Into this space in time streams “Everybody’s Live with John Mulaney,” a sort of sequel to “John Mulaney Presents: Everybody’s in L.A.,” which ran for six weeks last year as part of the Netflix Is a Joke Festival, and is now two-thirds of the way through its 12-week run. Episodes premiere Wednesdays, airing live at 10 p.m. on the East Coast and 7 p.m. on the West (Mulaney announces the time and temperature in L.A. at the start of each), so it’s not technically a late-night show. Neither is it any kind of competition with network late-night series, living, as it does, on Netflix time.
But it’s built like one, more or less, featuring a monologue, banter with sidekick Richard Kind — in full Richard Kind effect — brief filmed sketches, interviews and a musical guest. Each episode features a theme in the form of a question — “Should I Lend People Money?”; “What’s the Best Way to Fire Someone?”; “Can Major Surgery Be Fun?” — discussed by a motley panel of celebrities and a relevant expert. (Guests have included David Letterman, Conan O’Brien, Tina Fey, Quinta Brunson, Bill Hader, Joan Baez, Fred Armisen, John Waters and Ayo Edebiri, none of them promoting a project.) There are also phone-in callers, possibly to reinforce the show’s liveness; but these segments have not been particularly successful — or rather, they have been particularly unsuccessful. The callers often seem confused; there is dead air, and Mulaney, who does not hold the tightest rein over the show, will summarily end a conversation by asking what kind of car they drive.
Mulaney is one of the funniest comics working, and a great talk-show guest. The best parts of the show, where he seems most present, in control and at ease, are when his monologues eschew jokes for stories; he’s hilarious talking about a botched booking for Bone Thugs-N-Harmony, or a trip to the doctor, or teaching his son about urination. “Everybody’s Live” can come off a little unfocused; the weekly themes rarely develop into anything significant, conversations can be lopsided and, professional production values notwithstanding, there is something sort of … public access cable about it all.

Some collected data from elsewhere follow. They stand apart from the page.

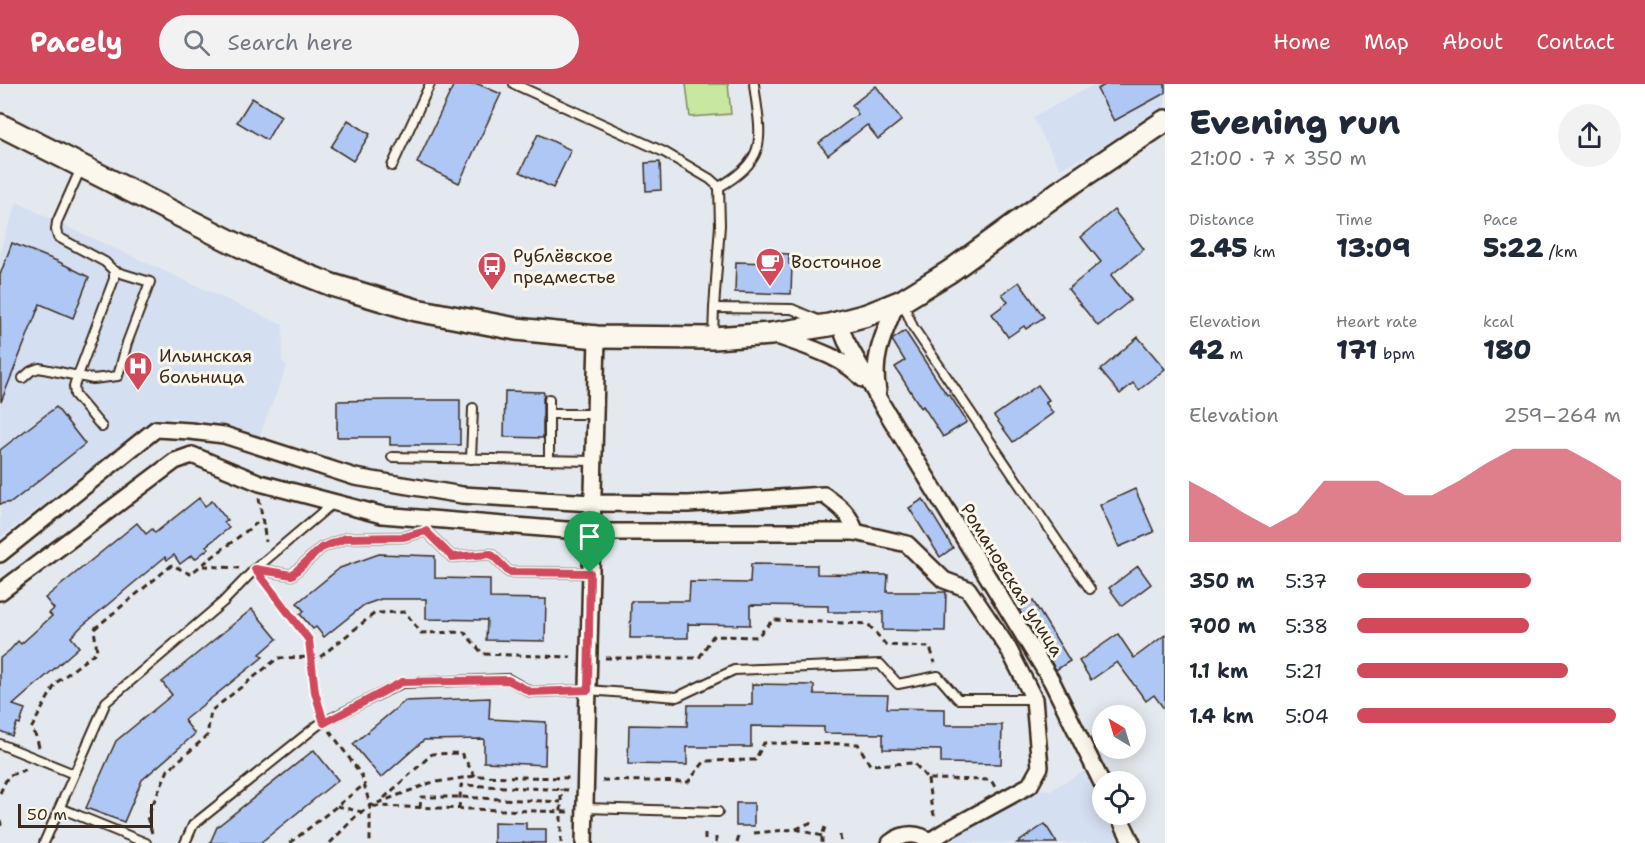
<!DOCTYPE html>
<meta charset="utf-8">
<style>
body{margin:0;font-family:"Shantell Sans",sans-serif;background:#f2f2f3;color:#1f2937;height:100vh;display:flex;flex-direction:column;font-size:22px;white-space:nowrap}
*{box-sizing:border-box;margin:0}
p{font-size:20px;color:#747a83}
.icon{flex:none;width:33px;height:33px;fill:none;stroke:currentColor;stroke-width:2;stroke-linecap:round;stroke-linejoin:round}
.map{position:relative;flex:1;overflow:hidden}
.drawer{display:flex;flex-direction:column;background:#fff;width:480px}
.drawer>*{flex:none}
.needle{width:39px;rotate:322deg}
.controls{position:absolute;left:1092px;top:621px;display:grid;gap:12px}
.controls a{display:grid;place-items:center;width:54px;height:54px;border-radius:50%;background:#fff;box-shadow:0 3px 15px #0003;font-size:30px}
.scale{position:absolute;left:18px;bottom:15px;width:135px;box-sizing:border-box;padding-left:6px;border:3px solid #3b2a1e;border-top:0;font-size:16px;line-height:21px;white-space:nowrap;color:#3b2a1e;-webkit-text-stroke:4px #fbf7ec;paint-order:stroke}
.pin{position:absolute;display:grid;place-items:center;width:51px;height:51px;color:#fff;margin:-62px -26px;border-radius:50% 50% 50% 0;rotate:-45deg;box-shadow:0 0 6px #0007}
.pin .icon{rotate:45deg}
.round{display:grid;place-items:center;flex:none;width:63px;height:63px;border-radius:32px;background:#f2f2f3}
.summary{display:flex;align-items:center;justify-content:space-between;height:102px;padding:0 24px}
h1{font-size:33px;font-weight:800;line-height:45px}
.stats{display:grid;grid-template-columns:repeat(3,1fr);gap:9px;height:102px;padding:6px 24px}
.stats div{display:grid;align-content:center}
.stats b{font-size:26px;font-weight:800}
.stats small{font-size:16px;font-weight:400}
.stats p{font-size:16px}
.chart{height:168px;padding:12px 24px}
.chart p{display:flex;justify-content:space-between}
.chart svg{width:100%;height:108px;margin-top:6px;fill:#d1495b;opacity:.7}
ul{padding:0 24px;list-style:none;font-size:20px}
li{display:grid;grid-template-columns:96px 72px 1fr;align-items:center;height:45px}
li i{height:15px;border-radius:8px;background:#d1495b}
header{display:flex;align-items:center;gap:36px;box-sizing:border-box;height:84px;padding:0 30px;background:#d1495b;color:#fff}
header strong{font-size:28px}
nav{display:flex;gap:33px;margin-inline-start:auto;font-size:21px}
.search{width:420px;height:54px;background:#f2f2f3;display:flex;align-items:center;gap:15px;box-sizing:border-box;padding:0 21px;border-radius:33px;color:#747a83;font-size:22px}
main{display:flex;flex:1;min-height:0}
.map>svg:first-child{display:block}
.built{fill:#d4dff1}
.green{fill:#c8e79f;stroke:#82885e;stroke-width:1.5}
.building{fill:#aec7f5;stroke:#3b2a1e;stroke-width:1.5}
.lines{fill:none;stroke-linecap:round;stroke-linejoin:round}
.lane-casing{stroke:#3b2a1e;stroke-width:12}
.street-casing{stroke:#3b2a1e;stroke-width:20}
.secondary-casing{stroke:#3b2a1e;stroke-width:26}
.path{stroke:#3b2a1e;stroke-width:3;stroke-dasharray:6 4.5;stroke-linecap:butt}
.lane{stroke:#fbf7ec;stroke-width:8}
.street{stroke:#fbf7ec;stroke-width:15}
.secondary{stroke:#fbf7ec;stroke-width:21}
.route-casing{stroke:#fff;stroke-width:12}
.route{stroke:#d1495b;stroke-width:8}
.labels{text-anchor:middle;stroke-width:6;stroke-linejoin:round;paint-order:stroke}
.poi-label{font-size:18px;fill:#3b2a1e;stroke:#fbf7ec;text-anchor:start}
.street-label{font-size:18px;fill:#3b2a1e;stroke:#fbf7ec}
</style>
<header>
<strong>Pacely</strong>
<div class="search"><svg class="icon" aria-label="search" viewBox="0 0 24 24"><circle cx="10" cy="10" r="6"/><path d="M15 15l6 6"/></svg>Search here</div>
<nav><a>Home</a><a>Map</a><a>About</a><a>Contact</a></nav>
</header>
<main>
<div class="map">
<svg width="1165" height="759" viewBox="0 0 1165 759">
<rect width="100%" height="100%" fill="#e4e9ef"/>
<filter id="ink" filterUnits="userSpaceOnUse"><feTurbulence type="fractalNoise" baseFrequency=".0167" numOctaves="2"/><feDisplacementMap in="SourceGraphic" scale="12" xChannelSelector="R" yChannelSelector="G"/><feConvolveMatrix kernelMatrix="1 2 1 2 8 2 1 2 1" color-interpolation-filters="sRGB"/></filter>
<g filter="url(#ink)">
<!-- built -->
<g class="built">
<polygon points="1095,0 1165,0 1165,22 1094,68 1060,85 1033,33"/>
<polygon points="17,118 57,138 283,241 282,276 287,282 259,353 172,333 135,350 0,454 0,166"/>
<polygon points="1085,687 1102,723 1102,730 1106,731 1120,759 951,759 951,757 1034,705 1050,706"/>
</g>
<!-- green -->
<polygon class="green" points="686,0 728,0 731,30 690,33"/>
<!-- building -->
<g class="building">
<polygon points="454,0 478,0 501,10 459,99 417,79"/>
<polygon points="1107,0 1165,0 1165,9 1114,37 1097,5"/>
<polygon points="876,2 902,36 878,55 867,41 828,71 819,59 858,30 852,21"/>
<polygon points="252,14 281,32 267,56 237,38"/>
<polygon points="348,36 370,50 353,77 331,63"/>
<polygon points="538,50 571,66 553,104 520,88"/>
<polygon points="660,78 661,106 646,107 645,79"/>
<polygon points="1114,126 1144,165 1111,191 1131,216 1098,242 1068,205 1101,178 1081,153"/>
<polygon points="12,159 57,177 89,193 73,234 40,220 1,318 0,191"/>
<polygon points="772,169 789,170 789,180 792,180 791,210 735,208 736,178 771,179"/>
<polygon points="1019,198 1044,233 1026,245 1024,242 1008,253 992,230 1008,218 1002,210"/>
<polygon points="905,247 947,311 949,310 967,338 943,353 923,322 921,324 895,283 905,277 892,256"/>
<polygon points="1138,253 1165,285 1139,306 1133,299 1120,310 1100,286"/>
<polygon points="1038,301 1049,316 1045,318 1053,329 1013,358 994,332"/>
<polygon points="505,307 544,308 543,315 543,354 504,353"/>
<polygon points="390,316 460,316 460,361 390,361 390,353 337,353 337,317"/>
<polygon points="56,323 85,360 12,418 0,420 0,366"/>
<polygon points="1135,405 1154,448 1119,463 1100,421"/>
<polygon points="199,414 205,422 212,417 227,436 224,438 229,444 206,462 209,464 195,475 192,471 180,480 174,471 167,476 165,473 82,542 71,553 79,563 13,621 25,625 20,640 17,639 12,652 0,647 0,574 10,566 18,557 21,560 52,532 49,529 54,525 45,514 137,439 146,450 152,445 155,449"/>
<polygon points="923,415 953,464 940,473 909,424"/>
<polygon points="379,470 435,472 435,494 490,495 490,514 546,515 545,557 486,556 487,536 426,535 426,515 381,515 364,521 324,553 316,543 313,545 300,530 304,527 297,519 340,484"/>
<polygon points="751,480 817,481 817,490 888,491 887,508 946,508 945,547 883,546 883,528 828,528 828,522 750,521 750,541 688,540 688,554 630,554 631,517 689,517 690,498 750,499"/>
<polygon points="1138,482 1151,500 1122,522 1109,504"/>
<polygon points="1033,517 1070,577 1056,586 1019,526"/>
<polygon points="252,525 277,555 260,570 263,573 184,636 195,650 142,696 124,738 86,724 116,657 172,611 162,598"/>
<polygon points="1118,550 1134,574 1165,551 1165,626 1154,611 1146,617 1117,578 1091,596 1079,577"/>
<polygon points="752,600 814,601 814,610 888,611 887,624 945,625 945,641 1002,641 1001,680 941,679 941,666 883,665 883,650 824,649 824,643 751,642 751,663 687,663 687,681 628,680 629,641 687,642 688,621 752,621"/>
<polygon points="490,614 489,635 546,638 545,681 484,678 484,655 424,656 381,694 353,660 405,617"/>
<polygon points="314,666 338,696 260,759 210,759 217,743"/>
<rect x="736" y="719" width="18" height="23"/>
<polygon points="494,738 526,739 526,745 546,745 546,759 494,759"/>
<polygon points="1045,740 1057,759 1017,759"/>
</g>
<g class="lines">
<!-- lane casing -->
<g class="lane-casing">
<g id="lane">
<polyline points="514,0 664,68 710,95 719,103 720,141 714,224 713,252"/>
<polyline points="392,82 430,0"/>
<polyline points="81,84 57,138 56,146 58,153 105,178 114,187 114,195 74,302 75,311 102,343"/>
<path d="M 719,103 C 771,74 760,51 754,0"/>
<polyline points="903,219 913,243 1090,505"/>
<polyline points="714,224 792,225 820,237"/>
<polyline points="23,294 31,287 39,284 93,295 118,292 127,259 150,198 114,187"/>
<polyline points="549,330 595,330"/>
<polyline points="392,373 594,377"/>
<polyline points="471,375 473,324"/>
<polyline points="549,376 549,315"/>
<polyline points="427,435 426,447 452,473 491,470 509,488 590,489"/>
<polyline points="255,485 292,491 321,464 346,454 404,453 426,447"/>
<polyline points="0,660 74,690"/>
<polyline points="60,724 146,759"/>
<polyline points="585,724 718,728"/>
<polyline points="44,759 106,618 223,518 255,485 333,419"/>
<polyline points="185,759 193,741 318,641 402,599 508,595 531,608 588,606 677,613 734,586 880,580 898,600 938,592 958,615 1034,615"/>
</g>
</g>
<!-- street casing -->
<g class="street-casing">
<g id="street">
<polyline points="839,239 846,257 881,319 1051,596 1102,699"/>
<path d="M 772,250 C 803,262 839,270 863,295"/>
<path d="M 878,307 C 871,275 884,249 896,220"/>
<path d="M 0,470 L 156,345 L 190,347 L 224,351 L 355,393 L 462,411 L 592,419 L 688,420 L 824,411 C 838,421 851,430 855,448"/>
<polyline points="0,508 175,377 192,371 260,399 382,431 591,448 855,448 907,460 944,496 968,505 1008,564 1034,615 1040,683 1030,701 944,748 930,757"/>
<polyline points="1118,730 1132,759"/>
<polyline points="584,759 597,253"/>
<path d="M 890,759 C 904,748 919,748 932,759"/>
</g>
</g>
<!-- secondary casing -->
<g class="secondary-casing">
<polyline id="secondary" points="0,41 230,157 276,179 332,201 416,226 516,245 597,253 713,254 771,250 829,241 867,231 902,217 949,188 1058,109 1165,37"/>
</g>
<!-- path -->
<g class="path">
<polyline points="259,414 266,458"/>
<polyline points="203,482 239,484"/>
<polyline points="266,500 309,556 315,608 321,628"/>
<polyline points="605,574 699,574 713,552 757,553 773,536 868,540 886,561 930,563 935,579"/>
<polyline points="330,647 362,692 370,722 370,759"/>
<polyline points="39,663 36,652 31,645 56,599 97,567 94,545 172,481 190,490 262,435"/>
<polyline points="928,695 931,720 935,734"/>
<polyline points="602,696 688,698 705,677 755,676 764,659 858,660 870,681 914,679 928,695 991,696 995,703"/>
<polyline points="0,709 8,692 27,685"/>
<polyline points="384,714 432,670 461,669 475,692"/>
<polyline points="337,722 362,728"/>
<polyline points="373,722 568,728"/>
<polyline points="420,724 421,713 460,713 561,718"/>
<polyline points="459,725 461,701 568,706"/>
<polyline points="0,736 1,740 0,743"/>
<polyline points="796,745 814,737"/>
<polyline points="152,749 147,733 168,686 207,652 211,627 278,574 320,573 375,529 405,528 421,549 464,548 483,570 571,573"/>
<polyline points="754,749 796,745 822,752"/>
<polyline points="705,750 705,759"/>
<polyline points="840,751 841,759"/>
<polyline points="290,759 365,700"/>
<polyline points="330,759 356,732 370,722 430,699 475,692 569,694"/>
<polyline points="561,759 561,705"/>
<polyline points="716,759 716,749"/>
<polyline points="737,759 740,749"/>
<polyline points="822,759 822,752 825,743"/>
</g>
<!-- lane -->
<use href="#lane" class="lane"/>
<!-- street -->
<use href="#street" class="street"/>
<!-- secondary -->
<use href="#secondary" class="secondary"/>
</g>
</g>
<g class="lines" filter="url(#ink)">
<!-- route casing -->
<g class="route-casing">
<polygon id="route" points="426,447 452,473 491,470 509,488 590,489 588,606 531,608 508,596 402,598 324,639 315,608 309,556 255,485 292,491 321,464 346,454 404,453"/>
</g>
<!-- route -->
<use href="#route" class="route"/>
</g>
<!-- icons -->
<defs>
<g id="cafe-pin" transform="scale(1.5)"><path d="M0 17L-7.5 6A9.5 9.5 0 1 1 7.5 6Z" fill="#d1495b" stroke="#fbf7ec"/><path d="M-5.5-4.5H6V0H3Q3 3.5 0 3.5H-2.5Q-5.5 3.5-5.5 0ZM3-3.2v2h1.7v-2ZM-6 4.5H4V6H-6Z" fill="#fff"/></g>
<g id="bus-pin" transform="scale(1.5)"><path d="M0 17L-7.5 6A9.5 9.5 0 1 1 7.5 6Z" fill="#d1495b" stroke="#fbf7ec"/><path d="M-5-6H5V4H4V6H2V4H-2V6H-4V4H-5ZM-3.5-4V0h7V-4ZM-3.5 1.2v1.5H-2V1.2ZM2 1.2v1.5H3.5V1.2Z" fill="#fff"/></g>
<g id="hospital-pin" transform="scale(1.5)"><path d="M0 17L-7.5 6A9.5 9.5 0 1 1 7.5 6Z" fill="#d1495b" stroke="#fbf7ec"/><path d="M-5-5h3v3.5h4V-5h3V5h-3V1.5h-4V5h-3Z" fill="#fff"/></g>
</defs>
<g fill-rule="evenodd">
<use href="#cafe-pin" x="770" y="178"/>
<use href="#bus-pin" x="492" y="182"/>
<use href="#hospital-pin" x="138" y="282"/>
</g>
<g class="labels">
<!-- poi labels -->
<g class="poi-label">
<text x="513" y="178">Рублёвское<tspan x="513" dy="21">предместье</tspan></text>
<text x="791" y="184">Восточное</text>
<text x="159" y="278">Ильинская<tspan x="159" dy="21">больница</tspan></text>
</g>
<!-- street labels -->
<g class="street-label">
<text transform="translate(1012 496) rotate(58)" y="6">Романовская улица</text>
</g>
</g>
</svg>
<div class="controls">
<a><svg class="needle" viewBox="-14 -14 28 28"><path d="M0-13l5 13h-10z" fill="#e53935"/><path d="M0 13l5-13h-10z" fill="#747a83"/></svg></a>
<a><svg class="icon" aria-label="locate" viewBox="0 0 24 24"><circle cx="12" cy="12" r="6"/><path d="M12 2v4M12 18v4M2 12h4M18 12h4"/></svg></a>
</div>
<div class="scale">50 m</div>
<div class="pin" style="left:590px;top:489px;background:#1e9e55"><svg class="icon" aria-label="arrive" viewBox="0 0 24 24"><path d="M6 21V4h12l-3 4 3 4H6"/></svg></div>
</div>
<section class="drawer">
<div class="summary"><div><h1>Evening run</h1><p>21:00 · 7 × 350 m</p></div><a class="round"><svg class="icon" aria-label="share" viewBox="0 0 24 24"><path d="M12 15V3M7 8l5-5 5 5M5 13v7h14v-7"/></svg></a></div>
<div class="stats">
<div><p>Distance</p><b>2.45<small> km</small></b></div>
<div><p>Time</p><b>13:09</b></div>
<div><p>Pace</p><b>5:22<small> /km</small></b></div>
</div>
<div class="stats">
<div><p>Elevation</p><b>42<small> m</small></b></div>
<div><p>Heart rate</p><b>171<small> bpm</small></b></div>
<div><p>kcal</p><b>180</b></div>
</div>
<div class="chart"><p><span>Elevation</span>259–264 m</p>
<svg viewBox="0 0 160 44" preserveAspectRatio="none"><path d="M0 44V19L10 25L20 32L30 38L40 32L50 19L60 19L70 19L80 25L90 25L100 19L110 12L120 6L130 6L140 6L150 12L160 19V44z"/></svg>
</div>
<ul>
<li><b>350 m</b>5:37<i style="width:66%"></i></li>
<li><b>700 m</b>5:38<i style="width:65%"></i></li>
<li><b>1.1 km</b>5:21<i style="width:80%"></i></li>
<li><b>1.4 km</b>5:04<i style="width:98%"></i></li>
</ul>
</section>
</main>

This is not exactly in the show’s disfavor. Its looseness is appealing, if you don’t expect more than a pleasant time. In any case, its departure is already scheduled. The fate of Deborah Vance’s late-night show — which, in the snippets shown, is getting good — is known only to its showrunners, depending, of course, ironically, on whether Max renews “Hacks.” (It seems a safe bet.)
That series’ arguments about art versus “selling soap” aren’t raised in order for the show to express an opinion — “Hacks” itself is a popular entertainment, serious about its characters, or most of them, but out for laughs — but because they’re banners for the war that Ava and Deborah have been waging from the beginning. It’s only in their periods of truce, when their differing ambitions conjoin, that things move forward. Both need their show to thrive; they’re insecure, if opinionated people, who crave approval and ultimately make each other better, though they’ll only occasionally admit it. We want their show to live because we’re invested in their relationship, though the real possibility of a fifth season of “Hacks” — reportedly designed with a five-season arc — means that, for their near future, it will be a bumpy late-night.